In some embodiments, the engineered CD47 protein disclosed herein comprises an amino acid sequence with at least 80%, 90%, 95%, 96%, 97%, 98%, 99%, or 100% identity to the amino acid sequence set forth in SEQ ID NO:9.

In some embodiments, the engineered CD47 protein disclosed herein comprises an amino acid sequence with at least 80%, 90%, 95%, 96%, 97%, 98%, 99%, or 100% identity to the amino acid sequence set forth in SEQ ID NO:12.

In some embodiments, the engineered CD47 protein disclosed herein comprises an amino acid sequence with at least 80%, 90%, 95%, 96%, 97%, 98%, 99%, or 100% identity to the amino acid sequence set forth in SEQ ID NO:10.

In some embodiments, the engineered CD47 protein disclosed herein comprises an amino acid sequence with at least 80%, 90%, 95%, 96%, 97%, 98%, 99%, or 100% identity to the amino acid sequence set forth in SEQ ID NO:11.

In some embodiments, the engineered CD47 protein is an engineered human CD47 protein, an engineered humanized CD47 protein, or an engineered partially-humanized CD47 protein.

In another aspect, the present disclosure provides a polynucleotide encoding the engineered CD47 protein disclosed herein.

In another aspect, the present disclosure provides a vector comprising a polynucleotide that encodes the engineered CD47 protein disclosed herein. In some embodiments, the vector is a plasmid or a viral vector. In some embodiments, the viral vector is a pseudotyped, self-inactivating lentiviral vector. In some embodiments, the vector is a polycistronic vector. In some embodiments, the polycistronic vector is a bicistronic vector or a tricistronic vector.

In another aspect, the present disclosure provides a cell comprising a polynucleotide encoding the engineered CD47 protein disclosed herein, and/or a vector comprising the polynucleotide that encodes the engineered CD47 protein disclosed herein

In another aspect, the present disclosure provides a cell comprising the engineered CD47 protein disclosed herein.

In some embodiments, the cell disclosed herein is a stem cell.

In some embodiments, the cell disclosed herein is a pluripotent stem cell. In some embodiments, the pluripotent stem cell is an induced pluripotent stem cell (iPSC) or an embryonic stem cell.

In some embodiments, the cell disclosed herein is a pancreatic islet cell.

In some embodiments, the cell disclosed herein is a primary pancreatic islet cell. In some embodiments, the pancreatic islet cell is differentiated from a pluripotent stem cell. In some embodiments, the pluripotent stem cell is an iPSC or an ESC.

In some embodiments, the cell disclosed herein is a T cell.

In some embodiments, the cell disclosed herein is a primary T cell. In some embodiments, the primary T cell is a T cell comprising a chimeric antigen receptor. In some embodiments, the T cell is a CAR-T cell. In some embodiments, the T cell is differentiated from a pluripotent stem cell. In some embodiments, the pluripotent stem cell is an iPSC or an ESC.

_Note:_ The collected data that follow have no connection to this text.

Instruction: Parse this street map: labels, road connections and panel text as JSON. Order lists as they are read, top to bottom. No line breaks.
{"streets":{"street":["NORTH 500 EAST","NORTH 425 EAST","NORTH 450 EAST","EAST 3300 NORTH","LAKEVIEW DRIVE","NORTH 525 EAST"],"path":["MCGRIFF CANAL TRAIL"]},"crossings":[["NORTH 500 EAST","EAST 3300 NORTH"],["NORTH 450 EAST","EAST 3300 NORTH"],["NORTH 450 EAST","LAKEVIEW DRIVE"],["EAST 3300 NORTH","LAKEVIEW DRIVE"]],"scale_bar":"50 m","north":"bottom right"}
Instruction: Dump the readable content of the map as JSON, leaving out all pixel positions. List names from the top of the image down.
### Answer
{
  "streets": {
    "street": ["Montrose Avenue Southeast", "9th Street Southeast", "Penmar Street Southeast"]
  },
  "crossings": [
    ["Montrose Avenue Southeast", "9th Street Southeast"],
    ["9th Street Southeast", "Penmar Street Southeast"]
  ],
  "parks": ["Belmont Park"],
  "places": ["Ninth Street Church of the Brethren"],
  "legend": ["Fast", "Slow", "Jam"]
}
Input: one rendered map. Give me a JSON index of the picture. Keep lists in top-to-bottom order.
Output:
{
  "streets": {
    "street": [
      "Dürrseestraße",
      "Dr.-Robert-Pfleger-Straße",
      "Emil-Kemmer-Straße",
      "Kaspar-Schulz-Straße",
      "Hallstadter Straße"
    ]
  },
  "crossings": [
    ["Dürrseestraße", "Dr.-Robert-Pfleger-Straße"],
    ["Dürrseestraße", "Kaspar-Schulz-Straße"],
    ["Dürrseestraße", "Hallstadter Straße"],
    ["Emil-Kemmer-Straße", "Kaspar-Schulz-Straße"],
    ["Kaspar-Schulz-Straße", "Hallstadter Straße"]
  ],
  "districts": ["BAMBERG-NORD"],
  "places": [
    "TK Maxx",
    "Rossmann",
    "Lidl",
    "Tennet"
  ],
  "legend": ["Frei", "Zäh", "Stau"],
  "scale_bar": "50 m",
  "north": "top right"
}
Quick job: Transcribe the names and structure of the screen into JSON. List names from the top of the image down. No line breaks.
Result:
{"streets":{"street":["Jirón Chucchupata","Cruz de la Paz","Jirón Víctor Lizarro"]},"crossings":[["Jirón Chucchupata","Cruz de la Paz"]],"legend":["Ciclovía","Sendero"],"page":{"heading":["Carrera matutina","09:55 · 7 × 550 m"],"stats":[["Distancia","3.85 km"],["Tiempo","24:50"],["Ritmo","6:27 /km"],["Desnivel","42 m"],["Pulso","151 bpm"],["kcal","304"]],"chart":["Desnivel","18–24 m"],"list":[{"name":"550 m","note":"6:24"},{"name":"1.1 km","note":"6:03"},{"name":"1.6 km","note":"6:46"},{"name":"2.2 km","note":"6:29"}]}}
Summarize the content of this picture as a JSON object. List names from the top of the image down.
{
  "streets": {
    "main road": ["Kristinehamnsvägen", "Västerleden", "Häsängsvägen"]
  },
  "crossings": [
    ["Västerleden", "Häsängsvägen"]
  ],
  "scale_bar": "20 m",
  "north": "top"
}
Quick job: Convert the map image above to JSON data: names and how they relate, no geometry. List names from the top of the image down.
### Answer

In some embodiments, the cell disclosed herein is selected from the group of cells consisting of stem cell, pancreatic islet cell, T cell, CAR-T cell, cardiac cells, cardiac progenitor cells, neural cells, glial progenitor cells, endothelial cells, B cells, retinal pigmented epithelium cells, hepatocytes, thyroid cells, skin cells, blood cells, plasma cells, platelets, renal cells, epithelial cells, natural killer cells (NK cells), and CAR-NK cells.

In some embodiments, the cell is as primary cell. In some embodiments, the cell is a differentiated cell.

In some embodiments, the cell is a hypoimmunogenic cell.

In some embodiments, expression of one or more major histocompatibility (MHC) class I protein and/or one or more MHC class II proteins is reduced compared to a wild-type or control cell. In some embodiments, the wild-type or control cell is a starting material. In some embodiments, the cell disclosed herein does not express one or more major histocompatibility (MHC) class I proteins and/or one or more MHC class II proteins. In some embodiments, the MHC proteins are HLA proteins.

In some embodiments, the expression of MHC class I proteins is reduced by knocking out or by reducing expression of B2M in the cell described herein.